Um exemplo claro da desvalorização do dialeto cuiabano pode ser visto na forma como a grande mídia o aborda. Em um episódio do Fantástico, em 2021, transmitido pela Rede Globo, o programa exibiu um quadro de notícias esportivas com fantoches de cavalinhos, representando os times do campeonato brasileiro. Na ocasião, o Cuiabá Esporte Clube, em sua estreia na primeira divisão, foi anunciado por Tadeu Schmidt, apresentador do referido programa. No entanto, para decepção dos torcedores, o cavalinho que representava o Cuiabá utilizou uma variação linguística de Minas Gerais, completamente alheia ao falar cuiabano.
Esse equívoco gerou grande indignação entre os mato-grossenses. No domingo seguinte, o programa, através de seu apresentador, precisou se retratar com o público, apresentando novamente o cavalinho do Cuiabá, dessa vez falando adequadamente a variação linguística local. Dessa forma, é fácil perceber que, ao apresentar personagens matogrossenses em novelas e filmes, a grande mídia costuma optar por um “caipirês” genérico, sem se preocupar com as particularidades e riquezas da nossa cultura.
O dialeto cuiabano é forte o suficiente para ser moldado, mantendo-se vivo e fresco na mente dos falantes.”
Mesmo com grandes autores, atores, poetas e outros artistas, Mato Grosso ainda não conquistou o espaço de respeito e destaque que merece no cenário nacional para o grande público. No campo da internet, por sua vez, há influenciadores digitais que utilizam o dialeto cuiabano em seus vídeos e postagens nas redes sociais. Esse fenômeno é interessante, do ponto de vista da sociolinguística variacionista, pois oferece um campo fértil para estudar como essa variação linguística se comporta entre os jovens e como pode se perpetuar no futuro.
Um exemplo da combinação entre o tradicional e a inovação digital é a página no Instagram “Xomano que mora logo ali”. O nome faz referência à frase popular da série norte-americana Todo Mundo Odeia o Chris, em que um personagem popularizou a expressão “carinha que mora logo ali”.
A página mistura essa frase do universo jovem e digital com o uso da palavra “xomano”, que significa “amigo” na tradição cuiabana. Isso demonstra que o dialeto é forte o suficiente para ser moldado pelas transformações da globalização, mantendo-se vivo e fresco na mente dos falantes.

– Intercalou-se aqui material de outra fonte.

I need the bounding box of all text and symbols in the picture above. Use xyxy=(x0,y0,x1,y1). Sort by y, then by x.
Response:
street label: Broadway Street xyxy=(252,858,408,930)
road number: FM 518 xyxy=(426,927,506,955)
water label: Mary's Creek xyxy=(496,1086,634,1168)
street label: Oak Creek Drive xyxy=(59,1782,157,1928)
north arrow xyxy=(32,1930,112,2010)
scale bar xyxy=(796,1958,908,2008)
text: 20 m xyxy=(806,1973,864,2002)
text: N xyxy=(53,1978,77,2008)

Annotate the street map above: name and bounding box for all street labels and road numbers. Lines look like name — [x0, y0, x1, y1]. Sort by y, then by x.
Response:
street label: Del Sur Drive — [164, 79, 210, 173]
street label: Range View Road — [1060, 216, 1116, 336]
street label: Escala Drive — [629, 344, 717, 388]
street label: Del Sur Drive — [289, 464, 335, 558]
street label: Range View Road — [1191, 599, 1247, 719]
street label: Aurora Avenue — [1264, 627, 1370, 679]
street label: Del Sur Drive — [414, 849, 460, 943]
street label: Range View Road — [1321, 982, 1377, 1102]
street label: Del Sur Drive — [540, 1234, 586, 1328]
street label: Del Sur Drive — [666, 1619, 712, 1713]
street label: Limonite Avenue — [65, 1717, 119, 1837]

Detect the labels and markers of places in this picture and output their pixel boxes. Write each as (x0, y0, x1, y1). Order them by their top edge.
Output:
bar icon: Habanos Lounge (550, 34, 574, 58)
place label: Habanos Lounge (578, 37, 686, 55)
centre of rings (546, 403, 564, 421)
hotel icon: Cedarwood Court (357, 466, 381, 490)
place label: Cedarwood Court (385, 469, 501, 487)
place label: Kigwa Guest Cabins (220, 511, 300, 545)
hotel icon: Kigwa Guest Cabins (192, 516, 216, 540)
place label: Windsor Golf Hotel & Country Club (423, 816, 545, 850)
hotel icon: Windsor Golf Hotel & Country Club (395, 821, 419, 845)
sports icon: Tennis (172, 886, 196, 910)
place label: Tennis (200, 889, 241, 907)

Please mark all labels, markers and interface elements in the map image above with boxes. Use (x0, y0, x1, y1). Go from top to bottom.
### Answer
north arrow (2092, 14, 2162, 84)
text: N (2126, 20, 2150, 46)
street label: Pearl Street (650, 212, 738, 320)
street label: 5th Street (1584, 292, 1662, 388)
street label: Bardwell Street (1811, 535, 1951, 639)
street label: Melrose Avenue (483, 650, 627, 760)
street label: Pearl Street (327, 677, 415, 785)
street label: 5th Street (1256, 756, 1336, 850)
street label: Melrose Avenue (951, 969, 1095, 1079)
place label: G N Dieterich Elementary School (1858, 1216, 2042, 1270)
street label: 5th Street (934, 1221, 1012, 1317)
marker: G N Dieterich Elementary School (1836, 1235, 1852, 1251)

Em suma, a variação linguística presente em Cuiabá e nas regiões de Mato Grosso ainda é desconhecida no contexto das variações linguísticas nacionais. É necessário que a grande mídia respeite a cultura estadual por meio de investimento em artistas locais para incentivar e valorizar nossa cultura.
Além disso, vale destacar que, frente às transformações digitais, os falantes nativos do dialeto cuiabano estão se adaptando, perpetuando essa variação por novos meios e fortalecendo a cultura estadual, que merece maior destaque, preparando-a para ser descoberta no cenário nacional.
Por: Nilton Mazochin Mestrando em Letras pela Universidade do Estado de Mato Grosso (UNEMAT) E-mail: nilton.mazochin@unemat.br * Este texto foi produzido para a disciplina Teoria Linguística, do Programa de Pós-Graduação em Letras (UNEMAT/Sinop), sob orientação da profa. Dra. Leandra Ines Seganfredo Santos.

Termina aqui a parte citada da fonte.